*** Opening of DATA SHOWN ***
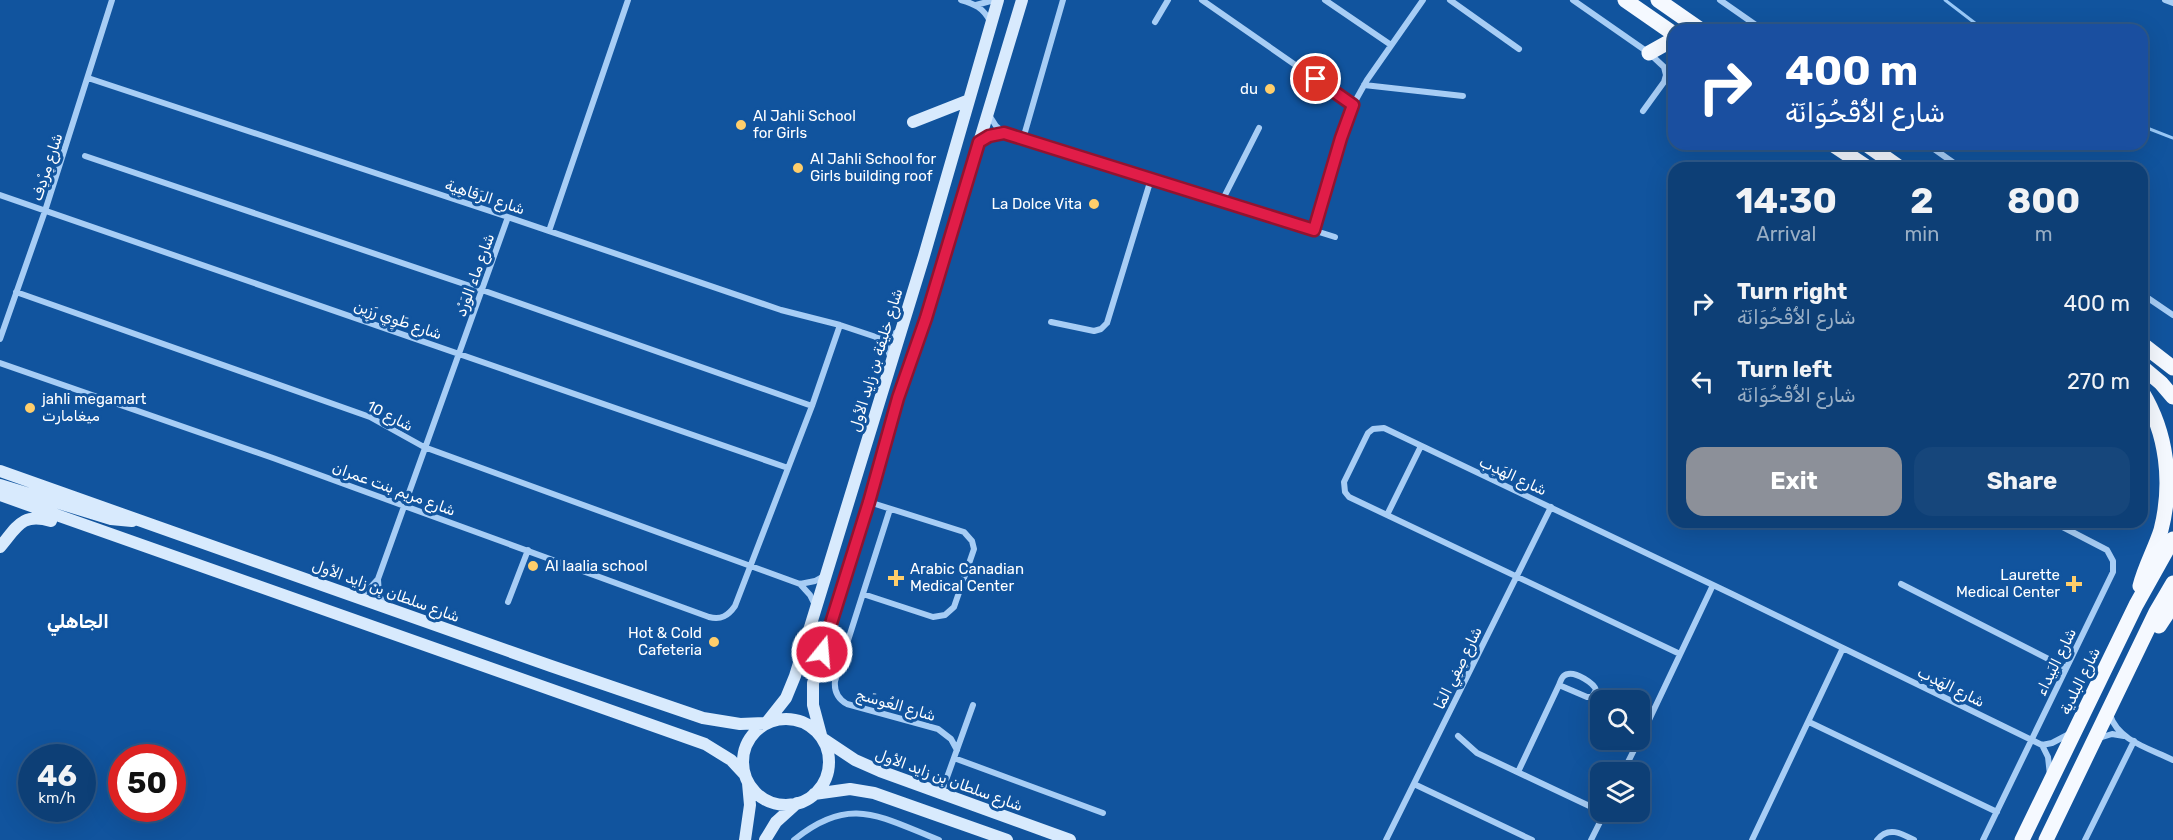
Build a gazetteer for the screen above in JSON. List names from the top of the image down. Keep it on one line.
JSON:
{"streets":{"main road":["شارع خليفة بن زايد الأول","شارع سلطان بن زايد الأول","شارع البلدية"],"street":["شارع مِرْدِف","شارع الرَفَاهِية","شارع ماء الوَرْد","شارع طَوِي رَزِين","شارع 10","شارع الهَدِب","شارع مريم بنت عمران","شارع البَيداء","شارع صِفِي المَا","شارع العُوسَج"]},"crossings":[["شارع مِرْدِف","شارع الرَفَاهِية"],["شارع مِرْدِف","شارع طَوِي رَزِين"],["شارع مِرْدِف","شارع 10"],["شارع الرَفَاهِية","شارع ماء الوَرْد"],["شارع الرَفَاهِية","شارع مريم بنت عمران"],["شارع ماء الوَرْد","شارع طَوِي رَزِين"],["شارع ماء الوَرْد","شارع 10"],["شارع ماء الوَرْد","شارع مريم بنت عمران"],["شارع طَوِي رَزِين","شارع مريم بنت عمران"],["شارع خليفة بن زايد الأول","شارع سلطان بن زايد الأول"],["شارع 10","شارع مريم بنت عمران"],["شارع الهَدِب","شارع البَيداء"],["شارع الهَدِب","شارع صِفِي المَا"]],"districts":["الجاهلي"],"places":{"other":["du","Al Jahli School for Girls","Al Jahli School for Girls building roof","La Dolce Vita","jahli megamart ميغامارت","Al laalia school","Hot & Cold Cafeteria"],"health":["Arabic Canadian Medical Center","Laurette Medical Center"]},"page":{"turn":["400 m","شارع الأُقْحُوَانَة"],"eta":["14:30","Arrival","2","min","800","m"],"list":[{"name":"Turn right","note":"شارع الأُقْحُوَانَة","value":"400 m"},{"name":"Turn left","note":"شارع الأُقْحُوَانَة","value":"270 m"}],"buttons":["Exit","Share"],"speed":"46 km/h","limit":"50"}}
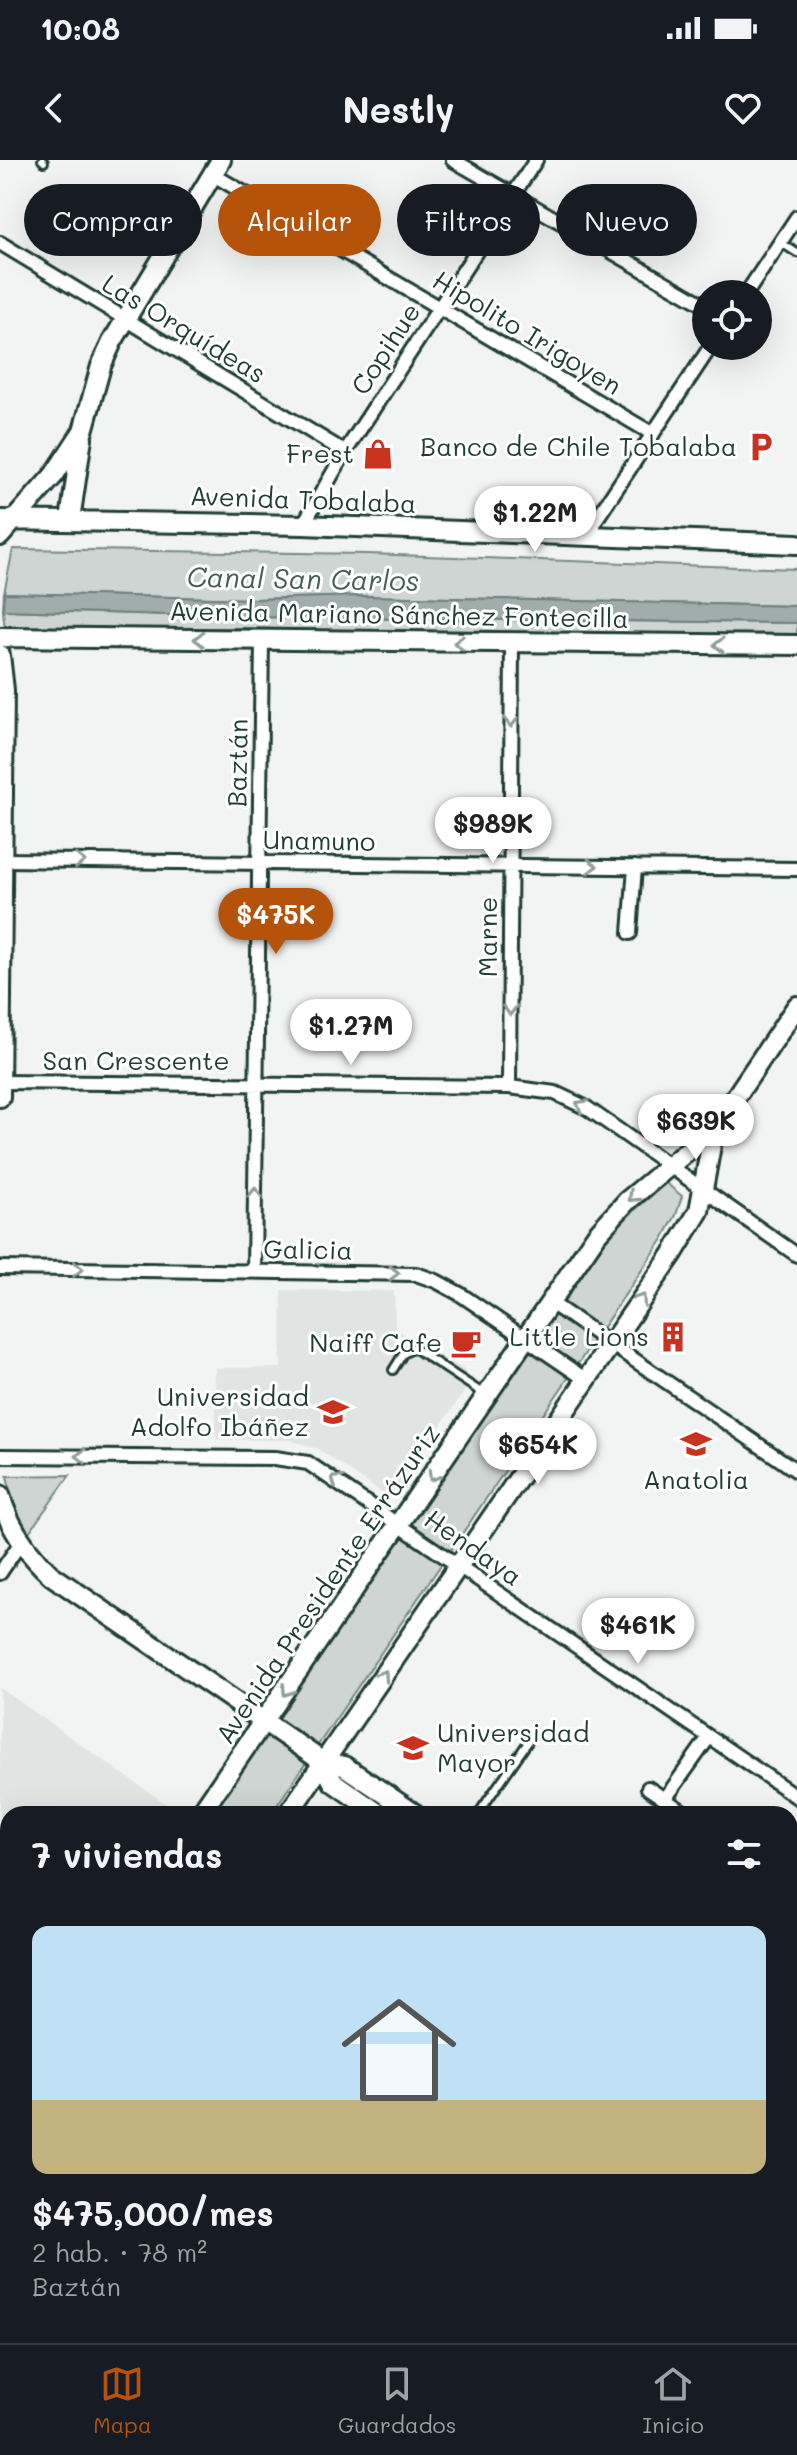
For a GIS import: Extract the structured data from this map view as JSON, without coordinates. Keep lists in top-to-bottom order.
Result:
*** Close of DATA SHOWN ***
PROBLEM:
Would you return the entries verbatim, minus any images?

SOLUTION TO THIS PROBLEM:
Build a gazetteer for the screen above in JSON. List names from the top of the image down. Keep it on one line.
JSON:
{"streets":{"main road":["شارع خليفة بن زايد الأول","شارع سلطان بن زايد الأول","شارع البلدية"],"street":["شارع مِرْدِف","شارع الرَفَاهِية","شارع ماء الوَرْد","شارع طَوِي رَزِين","شارع 10","شارع الهَدِب","شارع مريم بنت عمران","شارع البَيداء","شارع صِفِي المَا","شارع العُوسَج"]},"crossings":[["شارع مِرْدِف","شارع الرَفَاهِية"],["شارع مِرْدِف","شارع طَوِي رَزِين"],["شارع مِرْدِف","شارع 10"],["شارع الرَفَاهِية","شارع ماء الوَرْد"],["شارع الرَفَاهِية","شارع مريم بنت عمران"],["شارع ماء الوَرْد","شارع طَوِي رَزِين"],["شارع ماء الوَرْد","شارع 10"],["شارع ماء الوَرْد","شارع مريم بنت عمران"],["شارع طَوِي رَزِين","شارع مريم بنت عمران"],["شارع خليفة بن زايد الأول","شارع سلطان بن زايد الأول"],["شارع 10","شارع مريم بنت عمران"],["شارع الهَدِب","شارع البَيداء"],["شارع الهَدِب","شارع صِفِي المَا"]],"districts":["الجاهلي"],"places":{"other":["du","Al Jahli School for Girls","Al Jahli School for Girls building roof","La Dolce Vita","jahli megamart ميغامارت","Al laalia school","Hot & Cold Cafeteria"],"health":["Arabic Canadian Medical Center","Laurette Medical Center"]},"page":{"turn":["400 m","شارع الأُقْحُوَانَة"],"eta":["14:30","Arrival","2","min","800","m"],"list":[{"name":"Turn right","note":"شارع الأُقْحُوَانَة","value":"400 m"},{"name":"Turn left","note":"شارع الأُقْحُوَانَة","value":"270 m"}],"buttons":["Exit","Share"],"speed":"46 km/h","limit":"50"}}
For a GIS import: Extract the structured data from this map view as JSON, without coordinates. Keep lists in top-to-bottom order.
Result:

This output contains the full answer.